In fact, in a new Cornell study published in the Jan. 10, 1998, issue of The Lancet, researchers found that the poorest refugees who had the worst diets were twice as likely to sell or barter food as other families.
"Donors tend to interpret food sales by refugees as evidence that the refugees are getting too much, so donors then typically cut back on food relief," said Jean-Pierre Habicht, M.D., a world-renowned expert in international nutrition surveillance and co-director of the Program in International Nutrition at Cornell. Such was the case in the Democratic Republic of Congo (formerly Zaire) in 1996, when the World Food Programme reduced food rations by 20 percent after donors observed that some food aid was being sold in local markets and exported.
"Our study, which is the first to document the different responses within a population according to levels of deprivation, shows that food sales by refugees is not evidence they are getting too much. Refugees are provoked to sell food because they need other important foods, are culturally averse to the food they've been given, unable to prepare it for lack of fuel, or they are desperate to obtain non-food supplies, such as soap."
The findings are important, Habicht says, because they delve into the less-than-obvious motives behind food aid sales and could impact how donors interpret refugee food sales and whether donors will continue to reduce rations when they observe the sale of food rations in refugee populations.
Barbara Reed, a Cornell doctoral candidate in nutritional sciences working with Habicht and the first author of the study, interviewed a wide range of refugees, camp workers and farmers in and around refugee camps near Uvira, eastern Congo (Zaire). Reed and Habicht then conducted a survey of 1,005 households, randomly selected across the camps, to quantify the nature and prevalence of buying, selling and eating patterns. The researchers also collected data in 15 representative sectors across camps to assess relative well-being.
The researchers found that, for example, about one-third of the Burundian and Rwandan refugee families that had been given maize had sold some of it. The most common reason was to buy salt, which had not been consistently distributed, and because dried maize was unfamiliar and not liked.

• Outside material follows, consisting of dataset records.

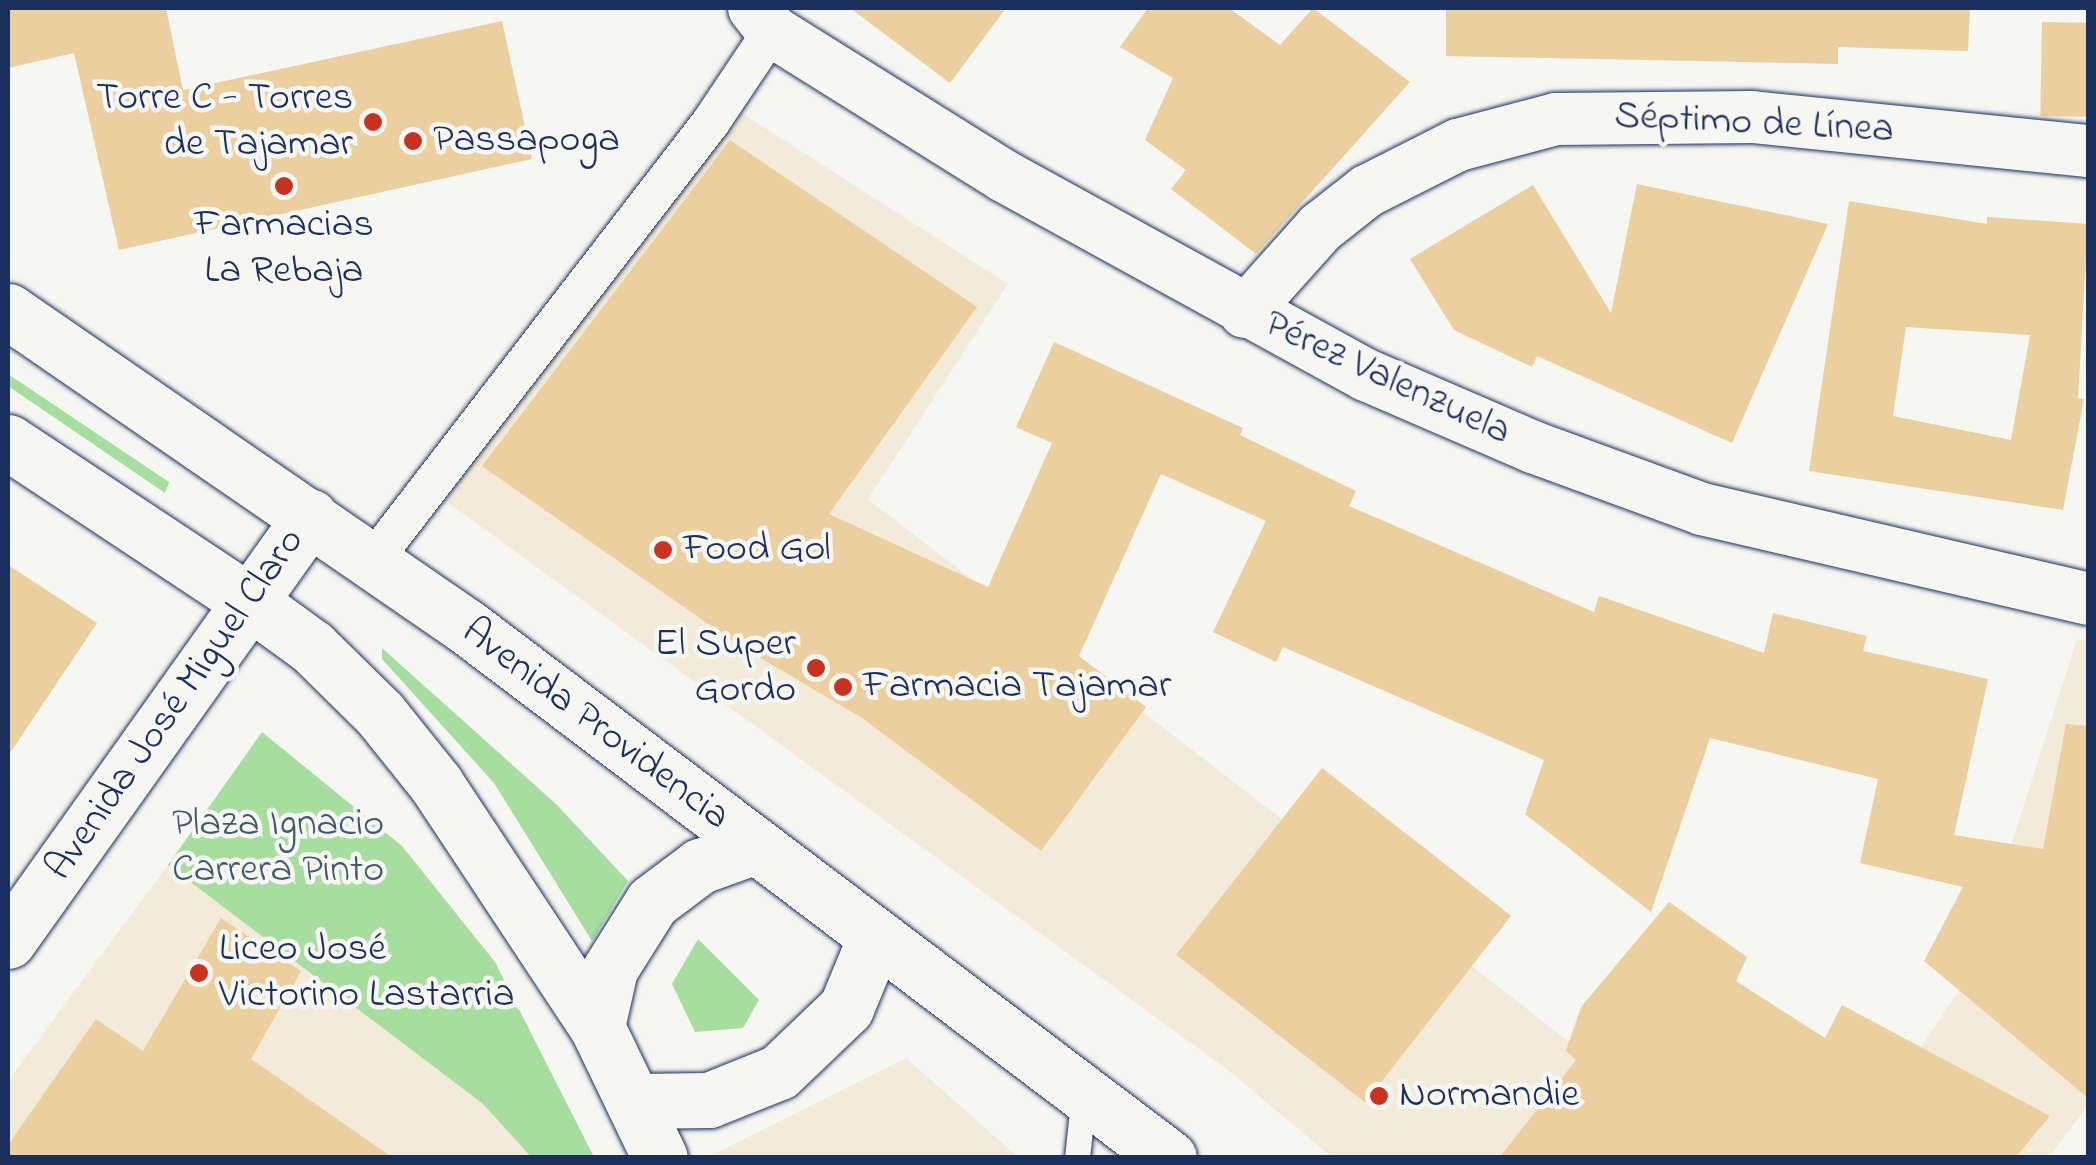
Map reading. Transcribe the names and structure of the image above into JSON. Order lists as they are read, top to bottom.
{
  "streets": {
    "main road": ["Avenida José Miguel Claro", "Avenida Providencia"],
    "street": ["Séptimo de Línea", "Pérez Valenzuela"]
  },
  "crossings": [
    ["Séptimo de Línea", "Pérez Valenzuela"],
    ["Avenida José Miguel Claro", "Avenida Providencia"]
  ],
  "parks": ["Plaza Ignacio Carrera Pinto"],
  "places": [
    "Torre C - Torres de Tajamar",
    "Passapoga",
    "Farmacias La Rebaja",
    "Food Gol",
    "El Super Gordo",
    "Farmacia Tajamar",
    "Liceo José Victorino Lastarria",
    "Normandie"
  ]
}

The maize in this form also required a lot of fuel or much was lost in hand pounding, and many women complained that the maize caused diarrhea and that their children wouldn't eat it.

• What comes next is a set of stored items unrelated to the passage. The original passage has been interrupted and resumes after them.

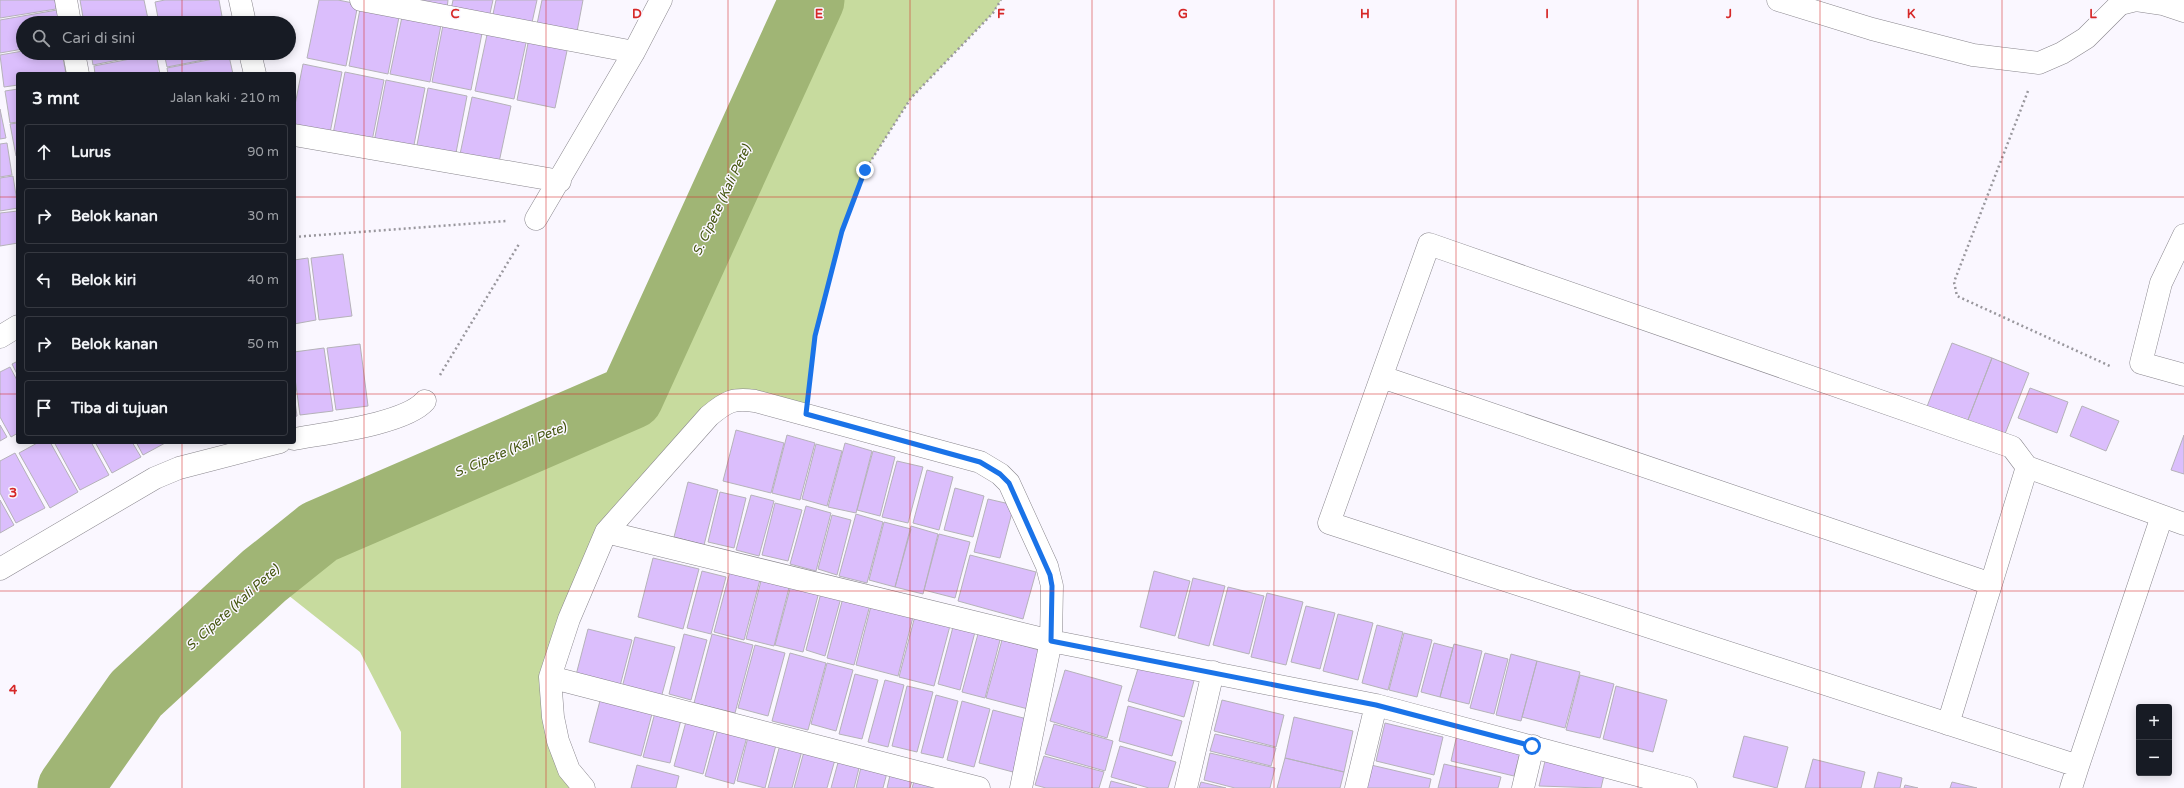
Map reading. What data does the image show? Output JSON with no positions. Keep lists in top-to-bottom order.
{
  "water": ["S. Cipete (Kali Pete)"],
  "page": {
    "search": "Cari di sini",
    "heading": ["3 mnt", "Jalan kaki · 210 m"],
    "list": [
      ["Lurus", "90 m"],
      ["Belok kanan", "30 m"],
      ["Belok kiri", "40 m"],
      ["Belok kanan", "50 m"],
      "Tiba di tujuan"
    ],
    "map_buttons": ["+", "−"]
  },
  "grid": {
    "columns": [
      "C",
      "D",
      "E",
      "F",
      "G",
      "H",
      "I",
      "J",
      "K",
      "L"
    ],
    "rows": ["3", "4"]
  }
}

"Thus, parents sold maize to buy salt, soap, vegetables, fish or cassava flour -- a much more familiar and liked food -- for their children," said Habicht.
Similarly, more than half of the families surveyed made even trades of the vegetable oil received as food aid for more nutritious and flavorful red palm oil.
The refugees with the lowest income were nearly twice as likely to sell food because refugees who had other income could make essential purchases without having to sell their food rations, he said.
"Instead of reacting negatively to the refugee trade of food commodities, I think donors should recognize it as a legitimate coping strategy and support markets in refugee camps," Habicht said. "Permitting the use of food as a medium of exchange would increase the value of the food sold and decrease the cost of basic purchases because such exchanges would no longer be on the black market. By forbidding such markets, the poorest families are deprived of making better use of the few resources they have."
Habicht also calls for closer monitoring when food relief supplies are distributed. "Salt was supposed to have been distributed to the refugees in Zaire, but it was not. As a result, the most destitute had to barter away a fourth of their starvation diet for one day's supply of salt. To make matters worse, donors misinterpreted the trading and reduced food rations for refugees by 20 percent."
Reed, who was a geologist for 13 years, received her master's degree in human nutrition from Cornell in 1993. She then took a leave of absence to survey the effects of land mines in Afghanistan and Cambodia. She is now back at Cornell working on her doctoral degree; her dissertation will address the coping mechanisms of refugees in Africa.
The study was supported by the United Nations High Commissioner for Refugees.